Arriviamo al presente. State facendo un campionato strepitoso. Ve l’aspettavate? Quando sei arrivato, hai capito subito che la rosa potesse competere per questi traguardi o è stata una sorpresa anche per voi?

“Io sono arrivato al Frosinone a inizio agosto, nella settimana in cui si giocava la Coppa Italia. Il ritiro ormai era finito, quindi non ho avuto modo di passare tanto tempo con i miei compagni. Da subito però capii che la squadra aveva grandi potenzialità e che ci saremmo potuti togliere delle soddisfazioni, Da qui a ritrovarsi primi in classifica onestamente non saprei… Anche perché quest’anno la Serie B è molto competitiva. Partita dopo partita e allenamento dopo allenamento abbiamo sempre dato il 100% e curato ogni dettaglio; adesso ci troviamo in vetta e proveremo a restarci per più tempo possibile, cercando di mantenere umiltà e serenità”.

Sei scaramantico o posso chiederti quali sono gli obiettivi? Non solo a livello calcistico: puoi anche dirmi traguardi personali…

“Con il Frosinone l’obiettivo personale è quello di fare gol, assist e buone prestazioni per aiutare la squadra. Poi ovviamente mi auguro di crescere come giocatore e sono sicuro che la società e la piazza siano quelle ideali per me: a Frosinone si punta tanto sui giovani (un aspetto che ha influenzato molto la mia scelta), c’è una tifoseria appassionata e lo stadio è fantastico, sia a livello di clima che si respira che di struttura. Per quanto riguarda l’obiettivo di squadra, la società si era prefissata come traguardo quello di un campionato in una zona tranquilla di classifica, rimanendo a debita distanza dai playout.
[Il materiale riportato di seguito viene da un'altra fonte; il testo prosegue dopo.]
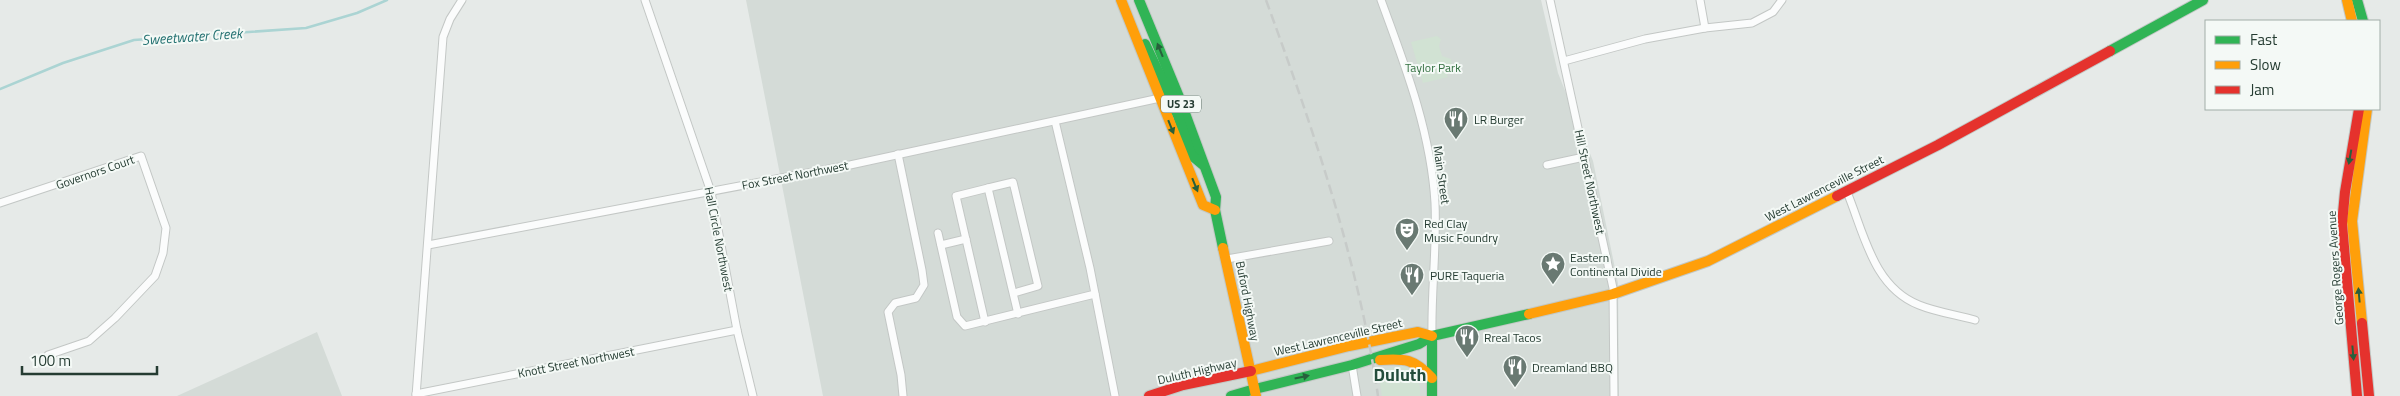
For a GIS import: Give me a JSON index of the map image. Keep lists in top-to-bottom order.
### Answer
{
  "streets": {
    "street": [
      "US 23",
      "Governors Court",
      "Fox Street Northwest",
      "Main Street",
      "Hill Street Northwest",
      "West Lawrenceville Street",
      "Hall Circle Northwest",
      "George Rogers Avenue",
      "Buford Highway",
      "Knott Street Northwest",
      "Duluth Highway"
    ]
  },
  "crossings": [
    ["US 23", "Fox Street Northwest"],
    ["US 23", "Buford Highway"],
    ["Fox Street Northwest", "Hall Circle Northwest"],
    ["Main Street", "West Lawrenceville Street"],
    ["Hill Street Northwest", "West Lawrenceville Street"],
    ["West Lawrenceville Street", "Buford Highway"],
    ["West Lawrenceville Street", "Duluth Highway"],
    ["Hall Circle Northwest", "Knott Street Northwest"],
    ["Buford Highway", "Duluth Highway"]
  ],
  "districts": ["Duluth"],
  "water": ["Sweetwater Creek"],
  "parks": ["Taylor Park"],
  "places": {
    "restaurant": [
      "LR Burger",
      "PURE Taqueria",
      "Rreal Tacos",
      "Dreamland BBQ"
    ],
    "theatre": ["Red Clay Music Foundry"],
    "place": ["Eastern Continental Divide"]
  },
  "legend": ["Fast", "Slow", "Jam"],
  "scale_bar": "100 m"
}
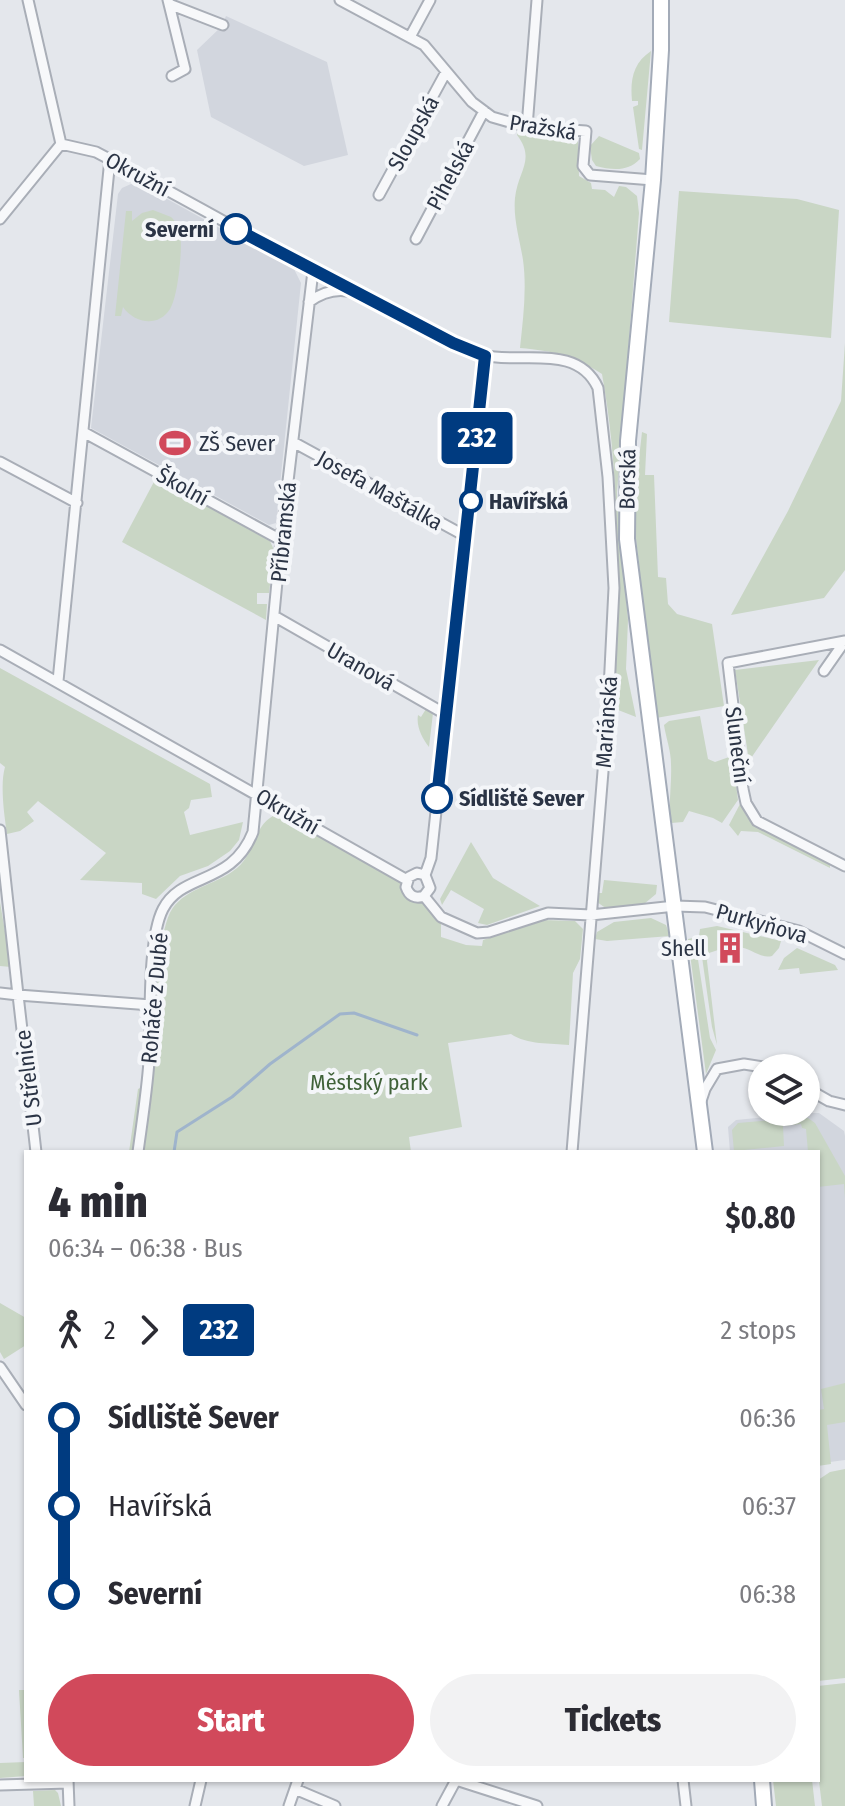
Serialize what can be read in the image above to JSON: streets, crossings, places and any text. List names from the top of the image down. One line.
{"streets":{"main road":["Borská"],"street":["Pražská","Sloupská","Okružní","Pihelská","Školní","Josefa Maštálka","Příbramská","Uranová","Mariánská","Sluneční","Purkyňova","Roháče z Dubé","U Střelnice"]},"crossings":[["Pražská","Sloupská"],["Pražská","Pihelská"],["Pražská","Borská"],["Okružní","Borská"],["Okružní","Příbramská"],["Okružní","Mariánská"],["Okružní","Purkyňova"],["Okružní","Roháče z Dubé"],["Borská","Purkyňova"],["Školní","Příbramská"],["Josefa Maštálka","Příbramská"],["Příbramská","Uranová"],["Příbramská","Roháče z Dubé"],["Roháče z Dubé","U Střelnice"]],"parks":["Městský park"],"places":{"other":["Severní","Havířská","Sídliště Sever"],"sports":["ZŠ Sever"],"building":["Shell"]},"lines":["bus line 232"],"page":{"on_map":"232","heading":["4 min","06:34 – 06:38 · Bus","$0.80"],"legs":["2","232","2 stops"],"list":[{"name":"Sídliště Sever","value":"06:36"},{"name":"Havířská","value":"06:37"},{"name":"Severní","value":"06:38"}],"buttons":["Start","Tickets"]}}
Ora ci ritroviamo in alto e sognare non ci costa nulla. Tanto, come dicevo prima, continueremo a lavorare sempre con umiltà e serenità. A livello extra campo, sono iscritto alla facoltà di Scienze Motorie e vorrei riuscire a laurearmi. Le tempistiche iniziali si sono un po’ allungate, ma l’importante è riuscire a terminare il percorso”.

Idee chiare, umiltà e la capacità di realizzare gol pesanti, che per un attaccante non guasta mai. Gennaro Borrelli si gode il momento e spera di ripercorrere le orme di Ciofani, continuando a segnare (e sognare) per il Frosinone.